Which of the lines below mention the word "position"? Pull each one out.

SUPPLIED RECORDS:

[Start of section]

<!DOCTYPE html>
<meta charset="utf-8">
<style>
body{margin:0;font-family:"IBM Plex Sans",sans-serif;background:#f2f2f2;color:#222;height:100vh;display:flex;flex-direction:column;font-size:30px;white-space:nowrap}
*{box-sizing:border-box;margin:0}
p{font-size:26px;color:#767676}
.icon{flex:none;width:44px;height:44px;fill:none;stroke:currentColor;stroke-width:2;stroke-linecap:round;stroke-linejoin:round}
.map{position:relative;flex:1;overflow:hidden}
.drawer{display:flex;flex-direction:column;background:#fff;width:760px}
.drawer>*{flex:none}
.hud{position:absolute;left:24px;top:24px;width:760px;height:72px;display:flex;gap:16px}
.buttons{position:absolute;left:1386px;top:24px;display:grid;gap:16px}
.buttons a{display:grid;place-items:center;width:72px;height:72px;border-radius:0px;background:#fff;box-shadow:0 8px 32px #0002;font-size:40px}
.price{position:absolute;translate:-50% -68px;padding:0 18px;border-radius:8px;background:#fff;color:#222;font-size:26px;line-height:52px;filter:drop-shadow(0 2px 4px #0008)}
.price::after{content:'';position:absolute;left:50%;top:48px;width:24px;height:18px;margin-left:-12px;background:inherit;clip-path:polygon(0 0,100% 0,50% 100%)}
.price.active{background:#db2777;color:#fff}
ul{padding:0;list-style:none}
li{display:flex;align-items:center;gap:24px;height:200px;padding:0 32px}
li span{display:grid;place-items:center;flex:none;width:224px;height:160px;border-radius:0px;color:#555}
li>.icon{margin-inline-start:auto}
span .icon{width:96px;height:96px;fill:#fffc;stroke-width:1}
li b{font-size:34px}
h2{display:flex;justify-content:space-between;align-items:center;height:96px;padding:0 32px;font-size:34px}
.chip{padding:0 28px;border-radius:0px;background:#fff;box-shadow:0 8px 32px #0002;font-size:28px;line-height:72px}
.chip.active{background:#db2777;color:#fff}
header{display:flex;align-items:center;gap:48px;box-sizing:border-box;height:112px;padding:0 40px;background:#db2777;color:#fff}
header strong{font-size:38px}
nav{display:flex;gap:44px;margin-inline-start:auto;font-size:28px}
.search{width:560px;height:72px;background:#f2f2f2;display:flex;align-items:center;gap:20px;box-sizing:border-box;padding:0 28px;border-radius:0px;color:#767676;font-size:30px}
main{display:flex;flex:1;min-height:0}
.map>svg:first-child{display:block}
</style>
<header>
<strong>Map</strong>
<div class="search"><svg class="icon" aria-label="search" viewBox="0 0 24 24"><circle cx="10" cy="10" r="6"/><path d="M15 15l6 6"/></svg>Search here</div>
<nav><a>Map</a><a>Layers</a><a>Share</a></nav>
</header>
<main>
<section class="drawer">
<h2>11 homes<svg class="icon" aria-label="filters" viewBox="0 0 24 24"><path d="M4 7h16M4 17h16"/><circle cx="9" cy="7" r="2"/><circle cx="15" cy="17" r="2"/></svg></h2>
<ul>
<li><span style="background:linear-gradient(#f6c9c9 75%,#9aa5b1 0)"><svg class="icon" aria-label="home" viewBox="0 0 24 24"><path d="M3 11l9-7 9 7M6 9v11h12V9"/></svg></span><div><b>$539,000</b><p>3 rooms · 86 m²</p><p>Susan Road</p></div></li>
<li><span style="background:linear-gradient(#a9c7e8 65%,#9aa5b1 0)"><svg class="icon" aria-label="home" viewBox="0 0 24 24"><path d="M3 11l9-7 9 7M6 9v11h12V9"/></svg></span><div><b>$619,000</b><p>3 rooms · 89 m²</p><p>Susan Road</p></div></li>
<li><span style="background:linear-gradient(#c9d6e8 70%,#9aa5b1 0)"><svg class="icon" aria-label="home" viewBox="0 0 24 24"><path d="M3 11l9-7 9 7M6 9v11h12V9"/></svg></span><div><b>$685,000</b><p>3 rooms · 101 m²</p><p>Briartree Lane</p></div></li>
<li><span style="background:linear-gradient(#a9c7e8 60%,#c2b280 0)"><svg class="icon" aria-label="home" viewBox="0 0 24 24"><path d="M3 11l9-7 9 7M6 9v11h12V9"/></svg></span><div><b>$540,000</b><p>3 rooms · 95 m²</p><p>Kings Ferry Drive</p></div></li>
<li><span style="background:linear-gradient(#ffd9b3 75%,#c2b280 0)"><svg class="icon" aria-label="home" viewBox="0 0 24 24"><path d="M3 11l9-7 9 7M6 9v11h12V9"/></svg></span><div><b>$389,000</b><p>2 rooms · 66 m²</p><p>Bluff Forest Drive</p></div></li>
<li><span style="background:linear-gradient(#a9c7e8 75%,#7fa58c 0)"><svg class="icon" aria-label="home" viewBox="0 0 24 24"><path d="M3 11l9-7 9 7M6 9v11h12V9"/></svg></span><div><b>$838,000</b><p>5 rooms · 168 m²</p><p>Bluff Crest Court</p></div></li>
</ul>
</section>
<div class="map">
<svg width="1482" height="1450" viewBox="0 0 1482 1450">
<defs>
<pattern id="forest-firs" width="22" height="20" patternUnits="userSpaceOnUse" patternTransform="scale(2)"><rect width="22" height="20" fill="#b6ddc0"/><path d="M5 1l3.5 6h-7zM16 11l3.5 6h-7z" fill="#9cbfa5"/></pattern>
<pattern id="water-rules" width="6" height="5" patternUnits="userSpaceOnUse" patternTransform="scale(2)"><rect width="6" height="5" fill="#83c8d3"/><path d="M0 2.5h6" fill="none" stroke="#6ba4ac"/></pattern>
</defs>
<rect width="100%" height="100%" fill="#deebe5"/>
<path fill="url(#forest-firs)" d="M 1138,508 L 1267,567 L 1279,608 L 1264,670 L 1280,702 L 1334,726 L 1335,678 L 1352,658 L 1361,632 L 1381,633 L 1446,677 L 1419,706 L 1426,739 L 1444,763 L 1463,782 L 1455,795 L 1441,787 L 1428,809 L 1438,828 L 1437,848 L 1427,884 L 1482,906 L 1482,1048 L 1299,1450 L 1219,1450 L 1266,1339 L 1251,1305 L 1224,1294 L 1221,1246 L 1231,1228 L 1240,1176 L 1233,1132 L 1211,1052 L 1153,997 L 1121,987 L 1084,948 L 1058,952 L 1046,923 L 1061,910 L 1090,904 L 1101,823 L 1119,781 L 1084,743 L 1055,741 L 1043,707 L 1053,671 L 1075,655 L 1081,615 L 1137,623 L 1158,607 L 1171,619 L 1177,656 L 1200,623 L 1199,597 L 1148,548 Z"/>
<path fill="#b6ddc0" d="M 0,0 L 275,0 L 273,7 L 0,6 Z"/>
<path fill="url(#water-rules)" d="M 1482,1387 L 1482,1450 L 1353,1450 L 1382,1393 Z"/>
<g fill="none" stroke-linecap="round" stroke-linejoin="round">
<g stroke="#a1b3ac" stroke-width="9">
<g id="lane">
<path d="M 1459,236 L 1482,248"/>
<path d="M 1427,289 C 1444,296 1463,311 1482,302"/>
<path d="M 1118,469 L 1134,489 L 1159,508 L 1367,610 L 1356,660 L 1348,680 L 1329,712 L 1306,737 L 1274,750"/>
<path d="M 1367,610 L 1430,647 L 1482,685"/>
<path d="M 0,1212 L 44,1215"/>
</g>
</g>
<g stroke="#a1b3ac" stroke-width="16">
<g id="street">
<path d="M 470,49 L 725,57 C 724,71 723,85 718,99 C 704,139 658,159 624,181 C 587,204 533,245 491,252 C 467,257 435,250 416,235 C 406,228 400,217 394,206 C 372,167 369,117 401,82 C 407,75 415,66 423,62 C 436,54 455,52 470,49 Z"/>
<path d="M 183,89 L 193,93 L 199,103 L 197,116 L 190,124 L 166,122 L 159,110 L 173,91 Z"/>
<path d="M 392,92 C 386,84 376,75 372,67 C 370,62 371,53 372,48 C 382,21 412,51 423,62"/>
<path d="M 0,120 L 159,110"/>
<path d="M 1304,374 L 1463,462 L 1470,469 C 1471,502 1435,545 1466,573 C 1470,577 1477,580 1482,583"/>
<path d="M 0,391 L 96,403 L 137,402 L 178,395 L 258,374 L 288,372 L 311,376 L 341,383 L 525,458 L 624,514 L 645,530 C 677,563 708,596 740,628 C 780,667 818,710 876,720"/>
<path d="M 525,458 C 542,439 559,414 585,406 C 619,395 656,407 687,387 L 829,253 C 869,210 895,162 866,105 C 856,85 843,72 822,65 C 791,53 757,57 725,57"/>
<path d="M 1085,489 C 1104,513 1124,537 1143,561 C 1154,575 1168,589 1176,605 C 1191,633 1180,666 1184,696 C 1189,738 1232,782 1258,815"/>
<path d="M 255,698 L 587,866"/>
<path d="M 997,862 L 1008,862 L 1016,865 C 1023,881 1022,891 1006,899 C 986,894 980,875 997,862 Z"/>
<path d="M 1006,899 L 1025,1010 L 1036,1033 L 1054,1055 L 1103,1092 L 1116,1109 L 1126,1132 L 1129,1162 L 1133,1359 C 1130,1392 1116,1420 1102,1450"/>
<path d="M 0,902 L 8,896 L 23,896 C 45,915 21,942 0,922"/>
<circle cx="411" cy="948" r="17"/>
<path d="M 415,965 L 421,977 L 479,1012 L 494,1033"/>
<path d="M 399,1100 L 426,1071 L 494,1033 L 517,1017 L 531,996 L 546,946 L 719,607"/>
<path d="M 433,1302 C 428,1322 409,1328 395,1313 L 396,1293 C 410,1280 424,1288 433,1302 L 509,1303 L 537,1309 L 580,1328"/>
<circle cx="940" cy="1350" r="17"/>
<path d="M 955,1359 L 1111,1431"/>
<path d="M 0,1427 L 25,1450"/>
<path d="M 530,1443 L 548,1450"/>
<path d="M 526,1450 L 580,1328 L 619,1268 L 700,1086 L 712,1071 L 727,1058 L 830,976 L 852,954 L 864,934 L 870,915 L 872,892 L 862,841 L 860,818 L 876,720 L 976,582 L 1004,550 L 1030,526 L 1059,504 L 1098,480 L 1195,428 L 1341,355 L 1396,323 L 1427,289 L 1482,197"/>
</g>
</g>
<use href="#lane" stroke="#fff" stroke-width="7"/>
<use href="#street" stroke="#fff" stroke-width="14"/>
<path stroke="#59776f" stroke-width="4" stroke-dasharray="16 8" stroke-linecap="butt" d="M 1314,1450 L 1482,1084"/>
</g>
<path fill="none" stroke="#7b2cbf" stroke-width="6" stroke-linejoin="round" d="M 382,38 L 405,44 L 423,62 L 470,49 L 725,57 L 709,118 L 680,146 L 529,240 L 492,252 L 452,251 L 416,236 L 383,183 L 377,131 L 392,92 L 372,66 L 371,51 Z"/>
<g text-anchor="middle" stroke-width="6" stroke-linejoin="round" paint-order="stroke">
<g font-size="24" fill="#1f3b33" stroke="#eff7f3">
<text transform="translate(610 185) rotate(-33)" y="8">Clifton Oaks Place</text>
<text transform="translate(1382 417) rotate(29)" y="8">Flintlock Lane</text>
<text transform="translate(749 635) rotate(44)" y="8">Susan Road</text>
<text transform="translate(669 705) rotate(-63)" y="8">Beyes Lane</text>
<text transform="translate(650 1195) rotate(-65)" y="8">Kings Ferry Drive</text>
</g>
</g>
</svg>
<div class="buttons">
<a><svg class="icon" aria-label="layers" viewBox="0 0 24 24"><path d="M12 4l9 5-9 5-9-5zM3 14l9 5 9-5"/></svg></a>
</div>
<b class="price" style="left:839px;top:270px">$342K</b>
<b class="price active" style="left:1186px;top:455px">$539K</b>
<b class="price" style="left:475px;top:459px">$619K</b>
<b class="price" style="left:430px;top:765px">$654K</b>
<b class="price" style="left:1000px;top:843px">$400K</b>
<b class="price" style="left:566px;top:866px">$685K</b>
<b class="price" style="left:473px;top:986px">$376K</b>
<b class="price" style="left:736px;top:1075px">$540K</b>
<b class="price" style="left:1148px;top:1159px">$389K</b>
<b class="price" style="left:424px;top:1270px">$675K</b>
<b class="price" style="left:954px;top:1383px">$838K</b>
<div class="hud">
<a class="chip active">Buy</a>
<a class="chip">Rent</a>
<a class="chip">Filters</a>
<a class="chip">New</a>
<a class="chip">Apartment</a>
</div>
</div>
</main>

[End of section]

SOLVED PROBLEM:
.map{position:relative;flex:1;overflow:hidden}
.hud{position:absolute;left:24px;top:24px;width:760px;height:72px;display:flex;gap:16px}
.buttons{position:absolute;left:1386px;top:24px;display:grid;gap:16px}
.price{position:absolute;translate:-50% -68px;padding:0 18px;border-radius:8px;background:#fff;color:#222;font-size:26px;line-height:52px;filter:drop-shadow(0 2px 4px #0008)}
.price::after{content:'';position:absolute;left:50%;top:48px;width:24px;height:18px;margin-left:-12px;background:inherit;clip-path:polygon(0 0,100% 0,50% 100%)}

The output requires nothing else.